##### Information given #####

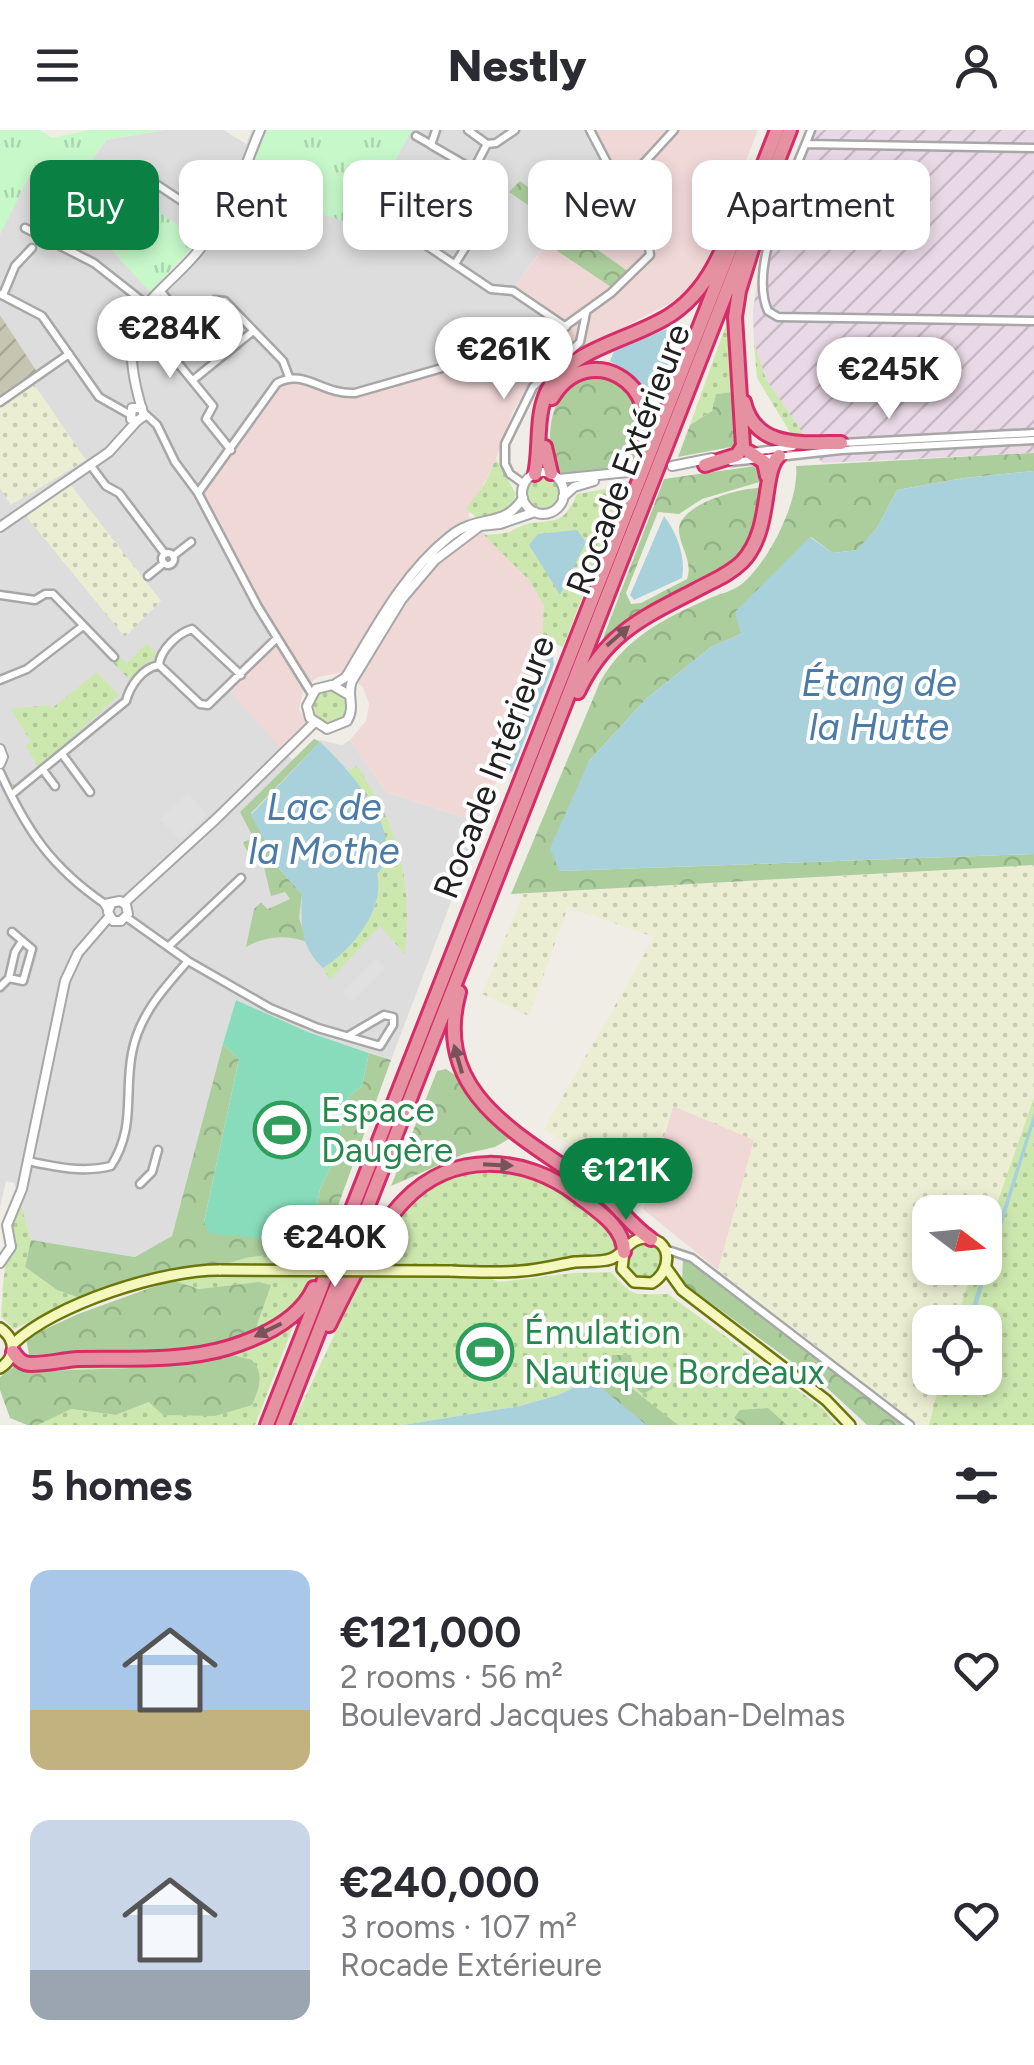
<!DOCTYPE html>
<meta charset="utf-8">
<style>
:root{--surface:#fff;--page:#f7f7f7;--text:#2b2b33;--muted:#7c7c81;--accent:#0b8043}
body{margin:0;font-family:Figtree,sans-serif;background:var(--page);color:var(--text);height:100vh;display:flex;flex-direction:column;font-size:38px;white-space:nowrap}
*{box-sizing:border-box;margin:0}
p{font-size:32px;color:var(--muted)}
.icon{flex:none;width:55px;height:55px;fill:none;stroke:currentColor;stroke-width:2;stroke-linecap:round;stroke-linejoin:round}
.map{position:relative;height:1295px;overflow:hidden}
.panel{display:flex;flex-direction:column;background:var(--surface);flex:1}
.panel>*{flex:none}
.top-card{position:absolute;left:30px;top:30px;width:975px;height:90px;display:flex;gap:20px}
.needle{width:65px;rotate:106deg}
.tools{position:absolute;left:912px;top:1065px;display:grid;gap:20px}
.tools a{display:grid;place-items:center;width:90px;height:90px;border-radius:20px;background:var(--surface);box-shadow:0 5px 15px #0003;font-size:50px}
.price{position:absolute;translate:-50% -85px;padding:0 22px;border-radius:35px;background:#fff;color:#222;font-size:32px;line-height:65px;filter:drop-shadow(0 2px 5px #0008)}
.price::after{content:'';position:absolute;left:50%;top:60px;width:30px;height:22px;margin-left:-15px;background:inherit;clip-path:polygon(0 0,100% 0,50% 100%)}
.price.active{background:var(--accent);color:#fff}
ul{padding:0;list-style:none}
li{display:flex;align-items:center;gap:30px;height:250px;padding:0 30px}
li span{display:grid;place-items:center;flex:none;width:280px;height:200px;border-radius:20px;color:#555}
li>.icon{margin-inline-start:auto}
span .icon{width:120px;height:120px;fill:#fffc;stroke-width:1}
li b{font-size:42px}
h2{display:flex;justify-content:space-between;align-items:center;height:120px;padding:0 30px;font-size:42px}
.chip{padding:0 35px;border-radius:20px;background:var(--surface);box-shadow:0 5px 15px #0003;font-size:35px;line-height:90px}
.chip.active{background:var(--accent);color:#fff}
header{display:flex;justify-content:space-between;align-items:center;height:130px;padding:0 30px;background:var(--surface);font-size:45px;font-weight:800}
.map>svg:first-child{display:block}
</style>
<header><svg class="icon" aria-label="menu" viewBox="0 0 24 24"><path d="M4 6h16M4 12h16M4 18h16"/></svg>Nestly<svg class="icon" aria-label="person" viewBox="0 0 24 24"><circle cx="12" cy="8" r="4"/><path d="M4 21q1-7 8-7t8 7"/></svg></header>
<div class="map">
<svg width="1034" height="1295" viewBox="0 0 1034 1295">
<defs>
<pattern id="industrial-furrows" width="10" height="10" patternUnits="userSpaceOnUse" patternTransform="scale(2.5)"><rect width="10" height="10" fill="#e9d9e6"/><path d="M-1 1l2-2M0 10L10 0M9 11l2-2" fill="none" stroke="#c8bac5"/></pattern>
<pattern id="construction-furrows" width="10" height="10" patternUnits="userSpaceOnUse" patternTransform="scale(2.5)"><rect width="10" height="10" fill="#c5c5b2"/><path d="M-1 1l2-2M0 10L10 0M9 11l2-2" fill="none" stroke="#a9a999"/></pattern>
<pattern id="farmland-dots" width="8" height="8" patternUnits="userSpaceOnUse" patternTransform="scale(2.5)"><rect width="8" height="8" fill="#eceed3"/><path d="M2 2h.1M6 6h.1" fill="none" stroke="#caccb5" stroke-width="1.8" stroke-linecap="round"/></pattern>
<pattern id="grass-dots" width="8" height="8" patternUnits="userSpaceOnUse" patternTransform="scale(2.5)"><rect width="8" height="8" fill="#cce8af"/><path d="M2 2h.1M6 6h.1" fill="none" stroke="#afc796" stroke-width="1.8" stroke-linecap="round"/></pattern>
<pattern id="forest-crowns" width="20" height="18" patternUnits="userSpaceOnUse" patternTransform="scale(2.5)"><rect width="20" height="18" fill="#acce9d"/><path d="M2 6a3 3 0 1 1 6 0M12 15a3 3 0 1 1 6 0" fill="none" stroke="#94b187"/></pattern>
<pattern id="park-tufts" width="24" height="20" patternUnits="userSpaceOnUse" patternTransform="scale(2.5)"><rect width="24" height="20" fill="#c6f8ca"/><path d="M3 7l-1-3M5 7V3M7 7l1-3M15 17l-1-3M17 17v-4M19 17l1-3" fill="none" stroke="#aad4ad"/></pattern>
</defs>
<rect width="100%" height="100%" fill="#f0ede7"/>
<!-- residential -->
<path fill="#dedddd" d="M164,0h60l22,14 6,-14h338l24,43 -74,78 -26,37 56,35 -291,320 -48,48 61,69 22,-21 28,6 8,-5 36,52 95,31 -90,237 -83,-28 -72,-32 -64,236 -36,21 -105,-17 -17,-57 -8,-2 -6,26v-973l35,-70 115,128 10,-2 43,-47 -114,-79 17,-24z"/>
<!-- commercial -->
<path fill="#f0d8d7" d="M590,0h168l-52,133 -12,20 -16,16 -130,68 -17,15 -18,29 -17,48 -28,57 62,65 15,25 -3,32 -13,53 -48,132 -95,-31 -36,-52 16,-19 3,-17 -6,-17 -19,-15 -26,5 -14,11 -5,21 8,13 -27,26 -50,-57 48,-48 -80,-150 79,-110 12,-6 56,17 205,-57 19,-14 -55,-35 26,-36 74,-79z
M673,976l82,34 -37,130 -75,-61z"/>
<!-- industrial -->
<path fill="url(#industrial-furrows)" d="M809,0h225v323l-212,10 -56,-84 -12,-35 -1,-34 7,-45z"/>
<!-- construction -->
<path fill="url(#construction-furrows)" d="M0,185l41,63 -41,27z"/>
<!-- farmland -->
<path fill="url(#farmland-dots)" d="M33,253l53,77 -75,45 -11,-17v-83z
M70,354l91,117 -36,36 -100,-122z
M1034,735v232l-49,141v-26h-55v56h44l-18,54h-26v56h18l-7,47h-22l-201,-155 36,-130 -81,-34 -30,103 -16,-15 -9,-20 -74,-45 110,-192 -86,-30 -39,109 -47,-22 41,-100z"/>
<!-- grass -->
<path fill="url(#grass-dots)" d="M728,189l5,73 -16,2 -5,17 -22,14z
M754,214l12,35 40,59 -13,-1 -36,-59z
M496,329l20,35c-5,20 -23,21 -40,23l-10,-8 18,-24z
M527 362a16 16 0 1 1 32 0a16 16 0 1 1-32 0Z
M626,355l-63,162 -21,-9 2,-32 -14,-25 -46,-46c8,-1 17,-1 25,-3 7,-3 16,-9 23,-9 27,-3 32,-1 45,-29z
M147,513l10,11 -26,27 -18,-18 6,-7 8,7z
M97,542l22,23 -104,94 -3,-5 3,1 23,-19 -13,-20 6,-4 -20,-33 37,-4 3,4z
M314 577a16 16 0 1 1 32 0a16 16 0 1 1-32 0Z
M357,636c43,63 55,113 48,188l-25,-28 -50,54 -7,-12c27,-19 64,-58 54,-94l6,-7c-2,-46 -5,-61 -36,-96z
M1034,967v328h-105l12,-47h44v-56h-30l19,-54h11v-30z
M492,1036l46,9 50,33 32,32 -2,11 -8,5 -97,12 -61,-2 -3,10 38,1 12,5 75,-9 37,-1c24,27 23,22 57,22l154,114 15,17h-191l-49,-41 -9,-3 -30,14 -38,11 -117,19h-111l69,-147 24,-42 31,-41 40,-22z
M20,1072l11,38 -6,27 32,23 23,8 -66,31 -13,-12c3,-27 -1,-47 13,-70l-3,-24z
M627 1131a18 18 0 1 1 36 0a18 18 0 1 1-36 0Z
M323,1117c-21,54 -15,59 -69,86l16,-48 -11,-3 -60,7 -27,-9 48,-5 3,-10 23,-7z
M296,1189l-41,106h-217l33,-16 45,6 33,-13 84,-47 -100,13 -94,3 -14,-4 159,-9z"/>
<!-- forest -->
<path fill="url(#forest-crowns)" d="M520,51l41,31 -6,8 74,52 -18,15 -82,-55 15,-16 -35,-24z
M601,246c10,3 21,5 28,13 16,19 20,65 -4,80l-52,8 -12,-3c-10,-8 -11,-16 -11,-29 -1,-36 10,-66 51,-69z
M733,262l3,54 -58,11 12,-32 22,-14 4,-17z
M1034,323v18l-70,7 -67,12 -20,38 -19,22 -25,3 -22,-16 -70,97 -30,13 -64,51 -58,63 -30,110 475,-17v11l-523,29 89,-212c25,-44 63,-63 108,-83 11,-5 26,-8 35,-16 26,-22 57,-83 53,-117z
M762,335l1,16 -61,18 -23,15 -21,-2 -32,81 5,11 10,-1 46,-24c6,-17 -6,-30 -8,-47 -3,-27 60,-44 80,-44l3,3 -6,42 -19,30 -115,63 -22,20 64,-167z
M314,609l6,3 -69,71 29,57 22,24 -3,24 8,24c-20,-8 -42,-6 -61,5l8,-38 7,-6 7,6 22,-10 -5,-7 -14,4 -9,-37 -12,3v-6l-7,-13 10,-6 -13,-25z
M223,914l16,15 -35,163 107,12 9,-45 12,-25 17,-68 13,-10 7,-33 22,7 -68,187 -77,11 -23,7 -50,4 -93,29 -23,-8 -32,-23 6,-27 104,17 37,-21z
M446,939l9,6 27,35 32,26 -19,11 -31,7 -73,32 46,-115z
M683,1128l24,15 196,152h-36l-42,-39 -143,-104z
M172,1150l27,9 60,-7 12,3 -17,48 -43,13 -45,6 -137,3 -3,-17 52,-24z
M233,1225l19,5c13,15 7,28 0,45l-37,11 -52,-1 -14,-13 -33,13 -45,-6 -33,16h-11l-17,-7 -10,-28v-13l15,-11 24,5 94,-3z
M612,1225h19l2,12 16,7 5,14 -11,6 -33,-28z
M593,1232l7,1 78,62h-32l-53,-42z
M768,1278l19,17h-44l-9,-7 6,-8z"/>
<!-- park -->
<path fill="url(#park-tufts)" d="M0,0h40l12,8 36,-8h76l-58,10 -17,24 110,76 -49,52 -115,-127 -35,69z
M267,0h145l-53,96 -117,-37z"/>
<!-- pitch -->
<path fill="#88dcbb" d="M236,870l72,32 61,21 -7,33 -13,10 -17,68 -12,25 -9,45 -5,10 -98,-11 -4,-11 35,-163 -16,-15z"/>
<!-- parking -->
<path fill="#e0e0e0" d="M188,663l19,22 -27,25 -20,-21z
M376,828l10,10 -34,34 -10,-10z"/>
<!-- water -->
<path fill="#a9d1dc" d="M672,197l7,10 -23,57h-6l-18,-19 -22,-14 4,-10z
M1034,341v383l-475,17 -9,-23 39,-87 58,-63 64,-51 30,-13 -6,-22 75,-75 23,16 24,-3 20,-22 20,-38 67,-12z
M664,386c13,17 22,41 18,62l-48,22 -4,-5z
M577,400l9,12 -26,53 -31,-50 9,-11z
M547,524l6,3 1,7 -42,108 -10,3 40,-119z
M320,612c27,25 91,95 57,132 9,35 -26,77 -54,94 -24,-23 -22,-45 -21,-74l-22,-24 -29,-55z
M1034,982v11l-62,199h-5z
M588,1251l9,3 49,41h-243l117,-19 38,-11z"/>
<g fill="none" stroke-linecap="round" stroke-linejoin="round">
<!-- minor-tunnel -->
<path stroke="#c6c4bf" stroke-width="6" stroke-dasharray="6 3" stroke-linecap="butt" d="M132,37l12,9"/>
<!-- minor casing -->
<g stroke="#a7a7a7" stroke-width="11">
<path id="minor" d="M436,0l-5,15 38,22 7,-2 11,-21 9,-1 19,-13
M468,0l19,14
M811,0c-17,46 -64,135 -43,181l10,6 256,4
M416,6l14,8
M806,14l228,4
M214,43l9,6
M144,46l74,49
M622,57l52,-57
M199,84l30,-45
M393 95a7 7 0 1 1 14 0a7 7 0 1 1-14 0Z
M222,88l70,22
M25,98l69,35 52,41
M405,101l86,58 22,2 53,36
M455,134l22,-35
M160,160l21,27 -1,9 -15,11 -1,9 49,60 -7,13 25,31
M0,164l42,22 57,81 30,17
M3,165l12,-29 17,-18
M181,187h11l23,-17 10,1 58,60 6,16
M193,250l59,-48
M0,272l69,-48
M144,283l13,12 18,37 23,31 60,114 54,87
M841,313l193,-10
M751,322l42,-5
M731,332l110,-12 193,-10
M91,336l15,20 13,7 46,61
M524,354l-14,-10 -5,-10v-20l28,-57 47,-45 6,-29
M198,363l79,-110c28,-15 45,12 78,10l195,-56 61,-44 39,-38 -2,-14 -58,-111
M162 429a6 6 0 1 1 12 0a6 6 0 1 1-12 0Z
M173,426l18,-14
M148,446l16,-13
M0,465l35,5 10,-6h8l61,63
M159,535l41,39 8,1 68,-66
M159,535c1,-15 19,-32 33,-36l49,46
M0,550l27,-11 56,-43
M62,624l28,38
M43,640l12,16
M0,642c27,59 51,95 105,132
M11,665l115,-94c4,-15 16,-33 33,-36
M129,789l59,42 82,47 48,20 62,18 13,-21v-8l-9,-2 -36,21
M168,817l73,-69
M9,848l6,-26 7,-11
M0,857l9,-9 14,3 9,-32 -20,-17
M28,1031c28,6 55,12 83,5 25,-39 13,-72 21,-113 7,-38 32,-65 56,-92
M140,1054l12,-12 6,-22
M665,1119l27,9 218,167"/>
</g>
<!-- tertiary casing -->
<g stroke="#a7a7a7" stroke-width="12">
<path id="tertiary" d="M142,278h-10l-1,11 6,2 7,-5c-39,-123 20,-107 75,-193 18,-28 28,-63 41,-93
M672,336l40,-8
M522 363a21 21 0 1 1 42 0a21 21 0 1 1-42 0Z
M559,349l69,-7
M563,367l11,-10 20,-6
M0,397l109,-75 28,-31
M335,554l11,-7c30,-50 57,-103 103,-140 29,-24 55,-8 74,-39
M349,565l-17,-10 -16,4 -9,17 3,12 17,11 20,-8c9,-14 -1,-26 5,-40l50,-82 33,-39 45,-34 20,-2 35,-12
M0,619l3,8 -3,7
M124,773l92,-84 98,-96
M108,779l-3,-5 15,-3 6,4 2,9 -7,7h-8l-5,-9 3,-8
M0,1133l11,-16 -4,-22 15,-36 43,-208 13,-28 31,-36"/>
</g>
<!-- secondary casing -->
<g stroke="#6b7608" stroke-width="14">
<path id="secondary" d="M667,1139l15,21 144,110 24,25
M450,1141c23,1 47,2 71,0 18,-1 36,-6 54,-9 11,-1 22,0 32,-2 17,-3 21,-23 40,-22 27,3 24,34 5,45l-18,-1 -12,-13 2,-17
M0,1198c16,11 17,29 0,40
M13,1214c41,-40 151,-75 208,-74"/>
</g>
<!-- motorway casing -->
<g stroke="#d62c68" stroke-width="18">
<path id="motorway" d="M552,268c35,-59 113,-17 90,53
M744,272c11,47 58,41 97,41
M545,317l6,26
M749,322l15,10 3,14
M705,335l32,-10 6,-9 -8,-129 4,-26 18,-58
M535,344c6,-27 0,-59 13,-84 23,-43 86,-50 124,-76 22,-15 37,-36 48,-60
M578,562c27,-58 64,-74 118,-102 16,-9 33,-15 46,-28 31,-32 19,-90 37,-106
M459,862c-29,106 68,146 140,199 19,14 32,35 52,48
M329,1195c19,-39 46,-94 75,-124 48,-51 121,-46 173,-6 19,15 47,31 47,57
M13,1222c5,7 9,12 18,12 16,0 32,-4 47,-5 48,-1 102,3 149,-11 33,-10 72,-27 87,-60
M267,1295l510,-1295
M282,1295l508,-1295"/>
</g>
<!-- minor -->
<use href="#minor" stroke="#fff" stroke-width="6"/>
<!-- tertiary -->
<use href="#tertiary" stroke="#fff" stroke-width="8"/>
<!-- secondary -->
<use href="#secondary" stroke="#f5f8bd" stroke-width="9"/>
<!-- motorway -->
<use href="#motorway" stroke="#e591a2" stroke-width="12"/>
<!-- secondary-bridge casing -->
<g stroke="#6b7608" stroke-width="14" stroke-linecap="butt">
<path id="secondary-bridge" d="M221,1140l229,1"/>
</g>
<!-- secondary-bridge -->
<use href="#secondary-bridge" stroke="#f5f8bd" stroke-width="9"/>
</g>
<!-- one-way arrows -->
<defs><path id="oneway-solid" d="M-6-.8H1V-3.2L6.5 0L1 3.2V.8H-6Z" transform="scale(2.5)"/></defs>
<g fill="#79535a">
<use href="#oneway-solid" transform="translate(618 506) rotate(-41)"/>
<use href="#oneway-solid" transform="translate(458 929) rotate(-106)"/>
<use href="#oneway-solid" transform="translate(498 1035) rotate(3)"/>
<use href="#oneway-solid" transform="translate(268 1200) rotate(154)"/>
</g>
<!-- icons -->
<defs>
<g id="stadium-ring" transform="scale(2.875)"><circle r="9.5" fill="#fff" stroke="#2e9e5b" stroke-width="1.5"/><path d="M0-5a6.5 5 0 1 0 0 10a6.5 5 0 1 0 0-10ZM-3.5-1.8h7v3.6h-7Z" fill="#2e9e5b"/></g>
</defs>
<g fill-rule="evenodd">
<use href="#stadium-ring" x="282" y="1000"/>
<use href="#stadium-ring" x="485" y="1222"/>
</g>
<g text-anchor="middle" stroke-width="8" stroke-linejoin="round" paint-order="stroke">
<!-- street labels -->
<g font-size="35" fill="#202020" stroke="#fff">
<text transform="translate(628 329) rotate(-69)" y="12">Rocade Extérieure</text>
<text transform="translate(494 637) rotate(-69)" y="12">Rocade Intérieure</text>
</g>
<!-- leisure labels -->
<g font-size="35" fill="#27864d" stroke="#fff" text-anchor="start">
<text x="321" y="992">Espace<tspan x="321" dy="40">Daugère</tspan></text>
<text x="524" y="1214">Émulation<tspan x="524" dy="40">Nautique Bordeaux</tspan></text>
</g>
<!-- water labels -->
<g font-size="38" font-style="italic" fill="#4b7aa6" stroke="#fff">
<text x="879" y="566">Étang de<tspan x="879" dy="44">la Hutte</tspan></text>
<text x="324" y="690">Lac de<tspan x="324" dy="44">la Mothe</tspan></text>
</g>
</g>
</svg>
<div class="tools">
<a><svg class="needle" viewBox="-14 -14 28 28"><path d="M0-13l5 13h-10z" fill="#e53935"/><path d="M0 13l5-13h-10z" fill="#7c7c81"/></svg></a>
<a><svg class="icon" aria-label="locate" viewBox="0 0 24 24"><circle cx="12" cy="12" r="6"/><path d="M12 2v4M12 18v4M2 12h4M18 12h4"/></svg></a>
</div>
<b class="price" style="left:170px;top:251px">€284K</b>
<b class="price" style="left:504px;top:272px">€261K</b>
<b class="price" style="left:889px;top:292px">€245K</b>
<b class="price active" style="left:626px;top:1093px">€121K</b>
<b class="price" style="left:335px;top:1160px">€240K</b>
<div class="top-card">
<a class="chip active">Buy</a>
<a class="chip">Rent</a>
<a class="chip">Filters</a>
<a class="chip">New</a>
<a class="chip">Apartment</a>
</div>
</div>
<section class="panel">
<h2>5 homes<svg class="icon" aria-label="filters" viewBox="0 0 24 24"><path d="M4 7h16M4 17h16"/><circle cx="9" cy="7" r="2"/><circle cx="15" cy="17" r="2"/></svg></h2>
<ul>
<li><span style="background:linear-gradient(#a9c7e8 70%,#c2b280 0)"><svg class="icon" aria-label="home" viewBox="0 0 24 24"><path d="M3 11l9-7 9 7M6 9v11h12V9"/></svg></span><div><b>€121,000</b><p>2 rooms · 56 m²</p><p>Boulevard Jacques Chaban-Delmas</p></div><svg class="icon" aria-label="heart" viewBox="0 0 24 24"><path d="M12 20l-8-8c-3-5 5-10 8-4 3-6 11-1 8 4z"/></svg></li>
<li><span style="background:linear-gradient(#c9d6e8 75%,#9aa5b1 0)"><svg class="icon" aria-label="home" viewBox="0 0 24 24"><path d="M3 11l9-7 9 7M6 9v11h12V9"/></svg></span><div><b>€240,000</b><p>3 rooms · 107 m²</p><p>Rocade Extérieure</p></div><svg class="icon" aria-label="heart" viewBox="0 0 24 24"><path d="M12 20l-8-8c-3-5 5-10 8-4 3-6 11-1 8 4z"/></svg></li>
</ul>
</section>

#####

Problem ->
Quote the data above from the line containing "M11,665l115,-94c4,-15 16,-33 33,-36" to the line containing "<!-- tertiary -->", inclusive, and stop.

Result of the exercise ->
M11,665l115,-94c4,-15 16,-33 33,-36
M129,789l59,42 82,47 48,20 62,18 13,-21v-8l-9,-2 -36,21
M168,817l73,-69
M9,848l6,-26 7,-11
M0,857l9,-9 14,3 9,-32 -20,-17
M28,1031c28,6 55,12 83,5 25,-39 13,-72 21,-113 7,-38 32,-65 56,-92
M140,1054l12,-12 6,-22
M665,1119l27,9 218,167"/>
</g>
<!-- tertiary casing -->
<g stroke="#a7a7a7" stroke-width="12">
<path id="tertiary" d="M142,278h-10l-1,11 6,2 7,-5c-39,-123 20,-107 75,-193 18,-28 28,-63 41,-93
M672,336l40,-8
M522 363a21 21 0 1 1 42 0a21 21 0 1 1-42 0Z
M559,349l69,-7
M563,367l11,-10 20,-6
M0,397l109,-75 28,-31
M335,554l11,-7c30,-50 57,-103 103,-140 29,-24 55,-8 74,-39
M349,565l-17,-10 -16,4 -9,17 3,12 17,11 20,-8c9,-14 -1,-26 5,-40l50,-82 33,-39 45,-34 20,-2 35,-12
M0,619l3,8 -3,7
M124,773l92,-84 98,-96
M108,779l-3,-5 15,-3 6,4 2,9 -7,7h-8l-5,-9 3,-8
M0,1133l11,-16 -4,-22 15,-36 43,-208 13,-28 31,-36"/>
</g>
<!-- secondary casing -->
<g stroke="#6b7608" stroke-width="14">
<path id="secondary" d="M667,1139l15,21 144,110 24,25
M450,1141c23,1 47,2 71,0 18,-1 36,-6 54,-9 11,-1 22,0 32,-2 17,-3 21,-23 40,-22 27,3 24,34 5,45l-18,-1 -12,-13 2,-17
M0,1198c16,11 17,29 0,40
M13,1214c41,-40 151,-75 208,-74"/>
</g>
<!-- motorway casing -->
<g stroke="#d62c68" stroke-width="18">
<path id="motorway" d="M552,268c35,-59 113,-17 90,53
M744,272c11,47 58,41 97,41
M545,317l6,26
M749,322l15,10 3,14
M705,335l32,-10 6,-9 -8,-129 4,-26 18,-58
M535,344c6,-27 0,-59 13,-84 23,-43 86,-50 124,-76 22,-15 37,-36 48,-60
M578,562c27,-58 64,-74 118,-102 16,-9 33,-15 46,-28 31,-32 19,-90 37,-106
M459,862c-29,106 68,146 140,199 19,14 32,35 52,48
M329,1195c19,-39 46,-94 75,-124 48,-51 121,-46 173,-6 19,15 47,31 47,57
M13,1222c5,7 9,12 18,12 16,0 32,-4 47,-5 48,-1 102,3 149,-11 33,-10 72,-27 87,-60
M267,1295l510,-1295
M282,1295l508,-1295"/>
</g>
<!-- minor -->
<use href="#minor" stroke="#fff" stroke-width="6"/>
<!-- tertiary -->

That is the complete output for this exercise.